▶ [Records]
#####

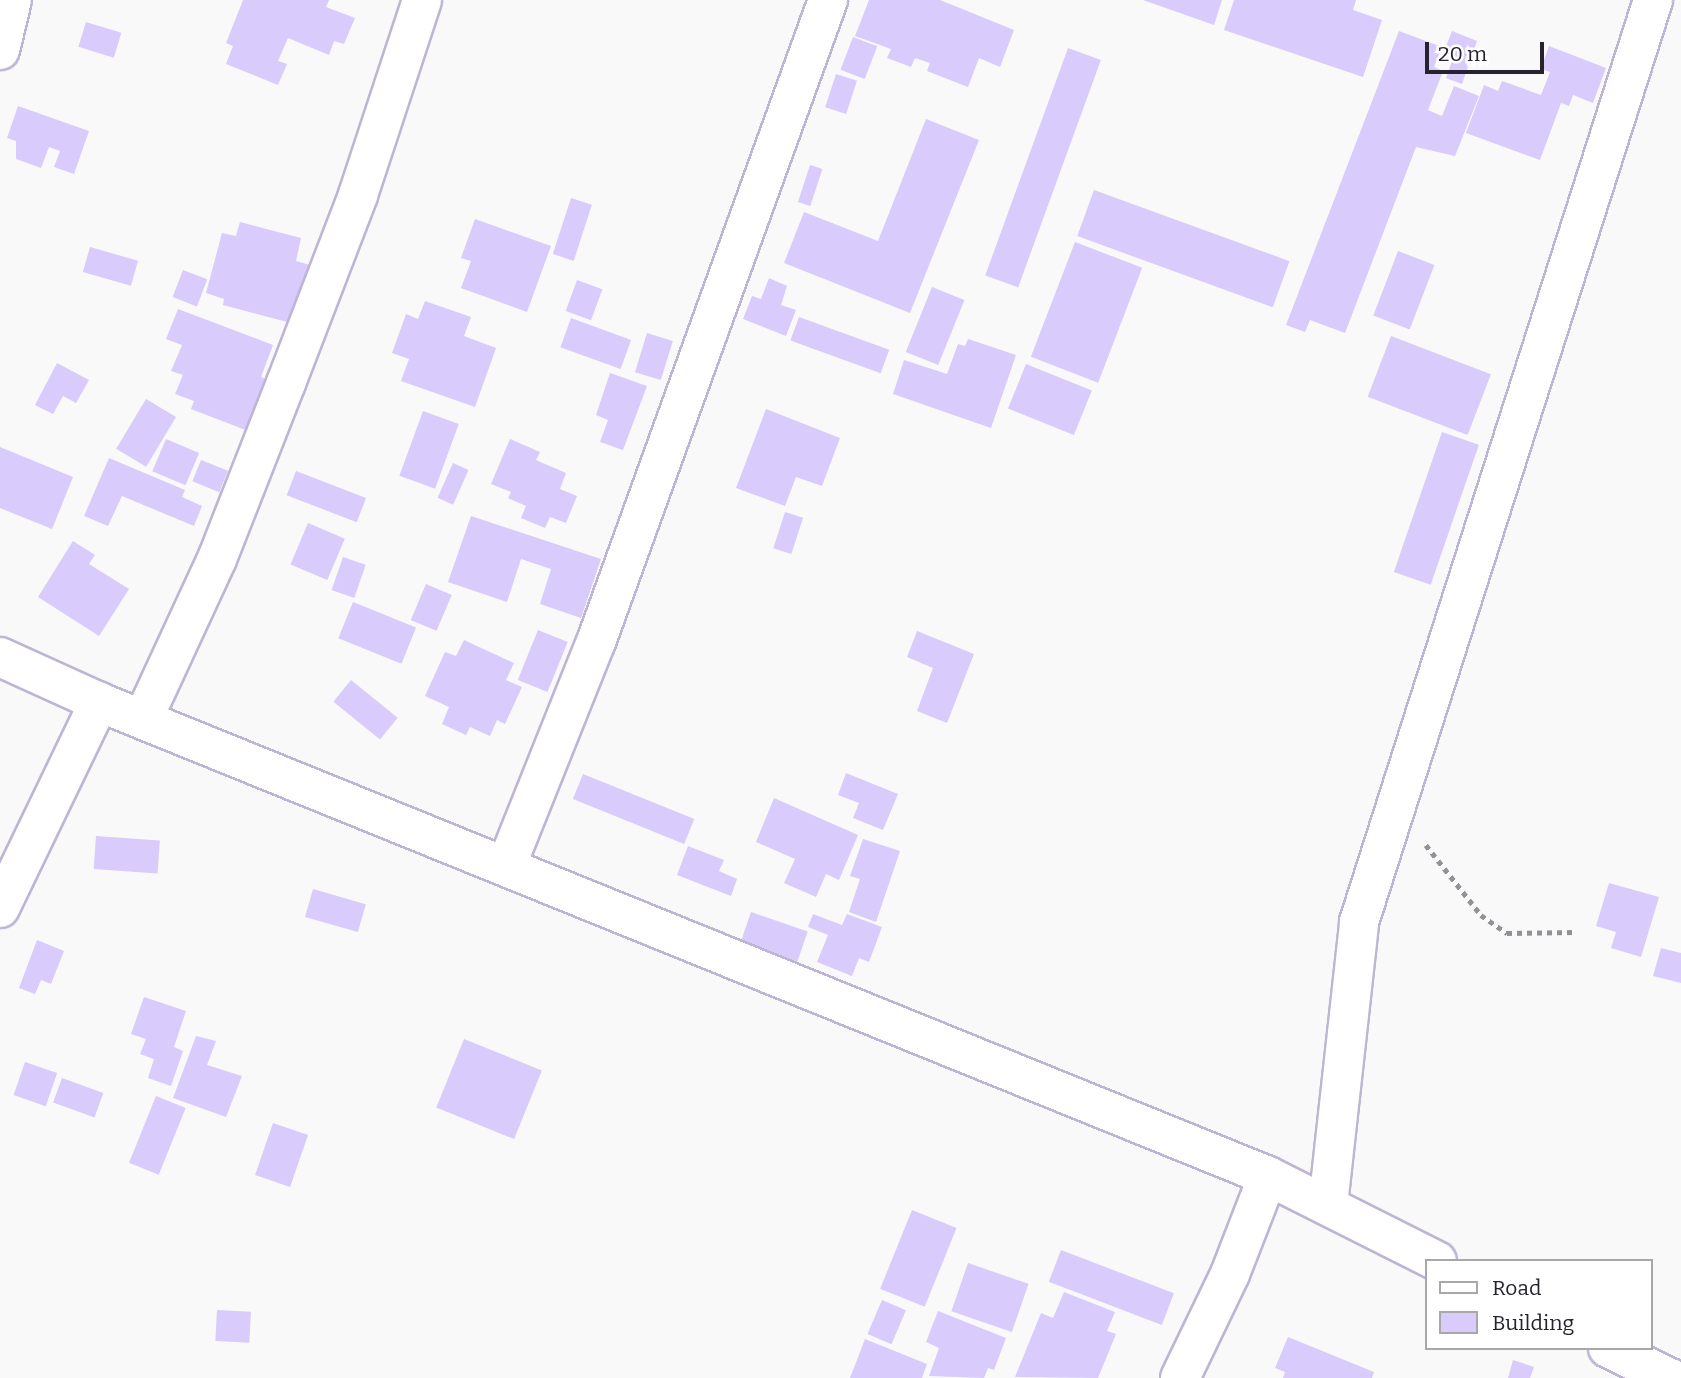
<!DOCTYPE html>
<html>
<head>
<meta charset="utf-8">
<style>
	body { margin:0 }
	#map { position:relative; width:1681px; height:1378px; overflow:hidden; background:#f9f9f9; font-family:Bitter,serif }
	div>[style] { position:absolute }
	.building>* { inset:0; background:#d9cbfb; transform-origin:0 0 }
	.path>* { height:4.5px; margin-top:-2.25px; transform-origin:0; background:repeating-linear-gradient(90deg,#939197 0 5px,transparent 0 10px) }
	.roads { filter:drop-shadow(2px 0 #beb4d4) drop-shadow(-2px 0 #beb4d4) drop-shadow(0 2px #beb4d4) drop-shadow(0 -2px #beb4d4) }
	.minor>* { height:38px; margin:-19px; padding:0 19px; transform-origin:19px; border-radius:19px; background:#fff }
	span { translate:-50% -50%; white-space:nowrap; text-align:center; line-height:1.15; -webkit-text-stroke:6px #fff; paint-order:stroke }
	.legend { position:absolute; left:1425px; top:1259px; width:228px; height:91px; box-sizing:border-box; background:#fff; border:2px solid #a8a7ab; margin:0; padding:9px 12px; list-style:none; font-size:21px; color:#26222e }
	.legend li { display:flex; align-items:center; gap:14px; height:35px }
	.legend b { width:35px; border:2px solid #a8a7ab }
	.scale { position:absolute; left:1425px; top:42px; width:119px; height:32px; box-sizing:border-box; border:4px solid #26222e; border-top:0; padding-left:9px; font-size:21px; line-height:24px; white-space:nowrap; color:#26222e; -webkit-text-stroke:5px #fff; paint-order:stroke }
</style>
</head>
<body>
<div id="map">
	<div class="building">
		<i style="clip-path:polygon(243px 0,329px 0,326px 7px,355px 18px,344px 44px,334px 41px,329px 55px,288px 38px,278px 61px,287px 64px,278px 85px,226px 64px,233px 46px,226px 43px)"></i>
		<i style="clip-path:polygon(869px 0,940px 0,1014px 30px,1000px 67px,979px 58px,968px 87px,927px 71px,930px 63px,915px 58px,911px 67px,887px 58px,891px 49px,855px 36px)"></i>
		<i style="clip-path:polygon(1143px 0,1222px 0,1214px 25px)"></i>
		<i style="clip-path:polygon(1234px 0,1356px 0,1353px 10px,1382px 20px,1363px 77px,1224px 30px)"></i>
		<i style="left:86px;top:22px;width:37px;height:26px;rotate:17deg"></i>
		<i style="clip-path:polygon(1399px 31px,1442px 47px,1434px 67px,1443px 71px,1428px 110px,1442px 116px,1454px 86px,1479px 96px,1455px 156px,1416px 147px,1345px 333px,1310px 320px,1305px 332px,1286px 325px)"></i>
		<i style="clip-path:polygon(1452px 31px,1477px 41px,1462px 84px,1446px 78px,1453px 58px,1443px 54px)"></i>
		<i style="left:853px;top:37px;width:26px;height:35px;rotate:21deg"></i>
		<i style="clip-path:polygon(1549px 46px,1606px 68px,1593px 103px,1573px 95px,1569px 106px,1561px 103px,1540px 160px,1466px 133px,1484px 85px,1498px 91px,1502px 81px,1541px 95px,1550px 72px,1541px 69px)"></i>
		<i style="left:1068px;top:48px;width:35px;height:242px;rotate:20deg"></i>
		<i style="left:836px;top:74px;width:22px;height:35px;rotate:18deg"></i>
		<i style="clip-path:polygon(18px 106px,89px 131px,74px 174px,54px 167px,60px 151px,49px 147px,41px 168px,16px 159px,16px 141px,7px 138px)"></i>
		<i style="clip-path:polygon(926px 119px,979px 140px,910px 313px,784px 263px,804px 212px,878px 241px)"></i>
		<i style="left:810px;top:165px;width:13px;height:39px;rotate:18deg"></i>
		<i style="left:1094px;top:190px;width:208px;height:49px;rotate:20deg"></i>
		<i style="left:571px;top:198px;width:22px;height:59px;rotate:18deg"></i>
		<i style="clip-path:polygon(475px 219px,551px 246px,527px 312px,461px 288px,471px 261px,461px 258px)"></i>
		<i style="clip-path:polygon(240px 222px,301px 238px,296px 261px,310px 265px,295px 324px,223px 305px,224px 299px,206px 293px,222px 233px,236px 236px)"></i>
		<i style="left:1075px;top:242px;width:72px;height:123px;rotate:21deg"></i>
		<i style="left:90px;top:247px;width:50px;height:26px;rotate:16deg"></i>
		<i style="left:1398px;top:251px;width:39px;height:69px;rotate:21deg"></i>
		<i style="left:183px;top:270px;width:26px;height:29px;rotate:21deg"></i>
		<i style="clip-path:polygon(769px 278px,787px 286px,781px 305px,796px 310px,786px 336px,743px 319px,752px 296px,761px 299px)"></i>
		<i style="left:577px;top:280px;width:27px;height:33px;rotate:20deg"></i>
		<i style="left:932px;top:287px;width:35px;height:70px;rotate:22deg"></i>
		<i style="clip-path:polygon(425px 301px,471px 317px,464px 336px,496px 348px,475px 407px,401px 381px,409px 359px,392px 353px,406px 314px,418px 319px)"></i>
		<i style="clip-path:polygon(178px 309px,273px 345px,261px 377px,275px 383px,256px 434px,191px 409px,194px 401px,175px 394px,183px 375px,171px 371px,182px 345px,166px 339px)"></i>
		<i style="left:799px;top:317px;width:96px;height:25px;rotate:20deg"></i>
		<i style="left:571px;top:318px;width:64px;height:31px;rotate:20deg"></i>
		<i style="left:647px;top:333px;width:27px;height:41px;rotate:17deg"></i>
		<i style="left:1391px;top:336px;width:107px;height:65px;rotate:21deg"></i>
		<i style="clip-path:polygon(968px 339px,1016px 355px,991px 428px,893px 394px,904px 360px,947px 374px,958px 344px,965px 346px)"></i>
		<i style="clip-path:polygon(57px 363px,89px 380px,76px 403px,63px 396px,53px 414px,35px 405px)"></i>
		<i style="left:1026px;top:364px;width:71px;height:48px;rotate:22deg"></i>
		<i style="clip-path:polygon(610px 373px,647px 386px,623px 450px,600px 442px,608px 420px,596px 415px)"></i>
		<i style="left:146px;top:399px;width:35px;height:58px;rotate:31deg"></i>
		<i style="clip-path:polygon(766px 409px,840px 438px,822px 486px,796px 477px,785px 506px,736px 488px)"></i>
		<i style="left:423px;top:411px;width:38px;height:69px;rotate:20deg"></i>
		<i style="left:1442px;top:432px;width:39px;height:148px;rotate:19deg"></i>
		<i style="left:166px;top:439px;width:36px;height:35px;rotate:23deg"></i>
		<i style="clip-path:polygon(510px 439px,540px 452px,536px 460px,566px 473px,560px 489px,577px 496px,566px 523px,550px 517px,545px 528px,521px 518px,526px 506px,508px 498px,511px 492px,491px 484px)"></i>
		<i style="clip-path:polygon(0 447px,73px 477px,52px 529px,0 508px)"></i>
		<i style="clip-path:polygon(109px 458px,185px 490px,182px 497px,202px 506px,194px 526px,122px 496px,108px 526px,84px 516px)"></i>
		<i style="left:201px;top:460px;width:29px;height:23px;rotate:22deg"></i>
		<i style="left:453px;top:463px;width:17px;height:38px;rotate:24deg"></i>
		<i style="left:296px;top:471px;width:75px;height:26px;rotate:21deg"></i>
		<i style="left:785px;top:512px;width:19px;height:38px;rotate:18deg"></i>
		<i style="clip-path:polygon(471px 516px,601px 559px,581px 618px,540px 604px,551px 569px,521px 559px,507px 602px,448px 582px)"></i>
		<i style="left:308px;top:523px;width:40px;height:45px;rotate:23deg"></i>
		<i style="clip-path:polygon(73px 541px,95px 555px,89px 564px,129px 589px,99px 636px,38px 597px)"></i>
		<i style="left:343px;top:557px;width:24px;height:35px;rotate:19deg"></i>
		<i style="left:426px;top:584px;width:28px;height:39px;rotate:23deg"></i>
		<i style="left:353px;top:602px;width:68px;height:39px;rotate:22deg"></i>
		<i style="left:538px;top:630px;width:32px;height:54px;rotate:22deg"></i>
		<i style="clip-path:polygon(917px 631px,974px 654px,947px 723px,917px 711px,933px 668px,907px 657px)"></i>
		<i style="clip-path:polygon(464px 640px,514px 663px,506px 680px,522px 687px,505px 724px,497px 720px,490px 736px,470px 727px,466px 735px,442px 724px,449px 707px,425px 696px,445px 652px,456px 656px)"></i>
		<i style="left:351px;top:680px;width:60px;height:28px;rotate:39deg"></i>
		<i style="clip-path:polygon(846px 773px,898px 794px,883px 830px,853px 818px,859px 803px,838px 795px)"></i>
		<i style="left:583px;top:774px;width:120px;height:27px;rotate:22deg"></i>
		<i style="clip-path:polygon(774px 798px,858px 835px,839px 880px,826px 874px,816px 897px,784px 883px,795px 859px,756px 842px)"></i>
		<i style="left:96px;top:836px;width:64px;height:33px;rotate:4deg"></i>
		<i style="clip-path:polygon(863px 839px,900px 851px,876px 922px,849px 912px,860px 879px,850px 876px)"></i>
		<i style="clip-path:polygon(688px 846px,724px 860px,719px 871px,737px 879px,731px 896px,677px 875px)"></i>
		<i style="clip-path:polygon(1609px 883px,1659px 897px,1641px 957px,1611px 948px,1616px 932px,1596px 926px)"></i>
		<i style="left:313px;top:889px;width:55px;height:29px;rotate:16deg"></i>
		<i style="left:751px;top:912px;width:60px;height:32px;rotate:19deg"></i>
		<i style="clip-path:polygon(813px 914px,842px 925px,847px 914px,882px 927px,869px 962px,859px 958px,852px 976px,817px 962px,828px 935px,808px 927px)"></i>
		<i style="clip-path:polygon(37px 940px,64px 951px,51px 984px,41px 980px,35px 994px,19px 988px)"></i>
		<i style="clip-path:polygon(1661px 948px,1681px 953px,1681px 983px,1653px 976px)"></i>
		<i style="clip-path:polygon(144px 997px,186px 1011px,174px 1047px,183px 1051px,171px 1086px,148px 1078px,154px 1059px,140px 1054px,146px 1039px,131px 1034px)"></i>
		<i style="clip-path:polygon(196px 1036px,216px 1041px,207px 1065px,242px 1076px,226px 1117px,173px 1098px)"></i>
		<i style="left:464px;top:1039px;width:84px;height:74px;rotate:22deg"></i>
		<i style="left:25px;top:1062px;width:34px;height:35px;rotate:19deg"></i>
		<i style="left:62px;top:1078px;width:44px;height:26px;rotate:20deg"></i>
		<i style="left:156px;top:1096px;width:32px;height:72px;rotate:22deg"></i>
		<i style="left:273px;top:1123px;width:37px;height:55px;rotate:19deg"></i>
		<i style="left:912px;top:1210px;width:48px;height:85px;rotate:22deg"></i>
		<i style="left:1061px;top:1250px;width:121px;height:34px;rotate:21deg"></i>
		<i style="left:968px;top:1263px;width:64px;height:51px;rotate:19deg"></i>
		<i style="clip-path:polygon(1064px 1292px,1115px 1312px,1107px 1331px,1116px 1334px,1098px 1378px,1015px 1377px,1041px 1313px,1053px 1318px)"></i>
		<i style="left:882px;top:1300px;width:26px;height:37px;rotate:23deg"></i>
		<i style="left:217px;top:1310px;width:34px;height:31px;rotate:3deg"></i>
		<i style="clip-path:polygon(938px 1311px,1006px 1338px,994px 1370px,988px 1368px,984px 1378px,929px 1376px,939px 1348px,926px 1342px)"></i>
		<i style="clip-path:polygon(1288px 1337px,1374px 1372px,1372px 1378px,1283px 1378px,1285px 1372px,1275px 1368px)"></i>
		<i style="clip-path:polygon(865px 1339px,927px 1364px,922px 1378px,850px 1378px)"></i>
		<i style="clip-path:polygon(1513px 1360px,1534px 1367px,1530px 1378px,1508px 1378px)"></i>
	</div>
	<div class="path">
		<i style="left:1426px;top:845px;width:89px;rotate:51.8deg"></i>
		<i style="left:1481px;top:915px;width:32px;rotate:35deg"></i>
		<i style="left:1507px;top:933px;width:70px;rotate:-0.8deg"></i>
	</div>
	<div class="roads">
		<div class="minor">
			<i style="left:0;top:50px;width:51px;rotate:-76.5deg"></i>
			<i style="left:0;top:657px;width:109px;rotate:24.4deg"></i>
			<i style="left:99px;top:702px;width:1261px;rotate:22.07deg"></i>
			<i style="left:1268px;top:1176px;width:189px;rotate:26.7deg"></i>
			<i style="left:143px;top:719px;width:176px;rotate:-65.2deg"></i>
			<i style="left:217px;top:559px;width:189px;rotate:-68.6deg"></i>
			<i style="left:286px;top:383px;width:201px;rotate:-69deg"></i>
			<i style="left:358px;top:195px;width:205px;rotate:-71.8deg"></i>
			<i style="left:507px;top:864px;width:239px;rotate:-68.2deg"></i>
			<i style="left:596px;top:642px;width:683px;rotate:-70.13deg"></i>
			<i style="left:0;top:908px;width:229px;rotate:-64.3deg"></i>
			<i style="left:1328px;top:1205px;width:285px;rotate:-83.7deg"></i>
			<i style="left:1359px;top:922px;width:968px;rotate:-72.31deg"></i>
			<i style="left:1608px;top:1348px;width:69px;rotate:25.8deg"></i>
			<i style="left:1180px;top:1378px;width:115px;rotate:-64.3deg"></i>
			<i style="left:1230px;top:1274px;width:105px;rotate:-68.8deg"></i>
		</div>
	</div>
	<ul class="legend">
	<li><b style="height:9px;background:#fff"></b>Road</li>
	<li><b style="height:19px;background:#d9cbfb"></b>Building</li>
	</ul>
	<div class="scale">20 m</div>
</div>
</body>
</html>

#####

▶ [About this exercise] Tell how many lines above contain the word "roads". Nothing but the number is needed.

▶ [Response] 2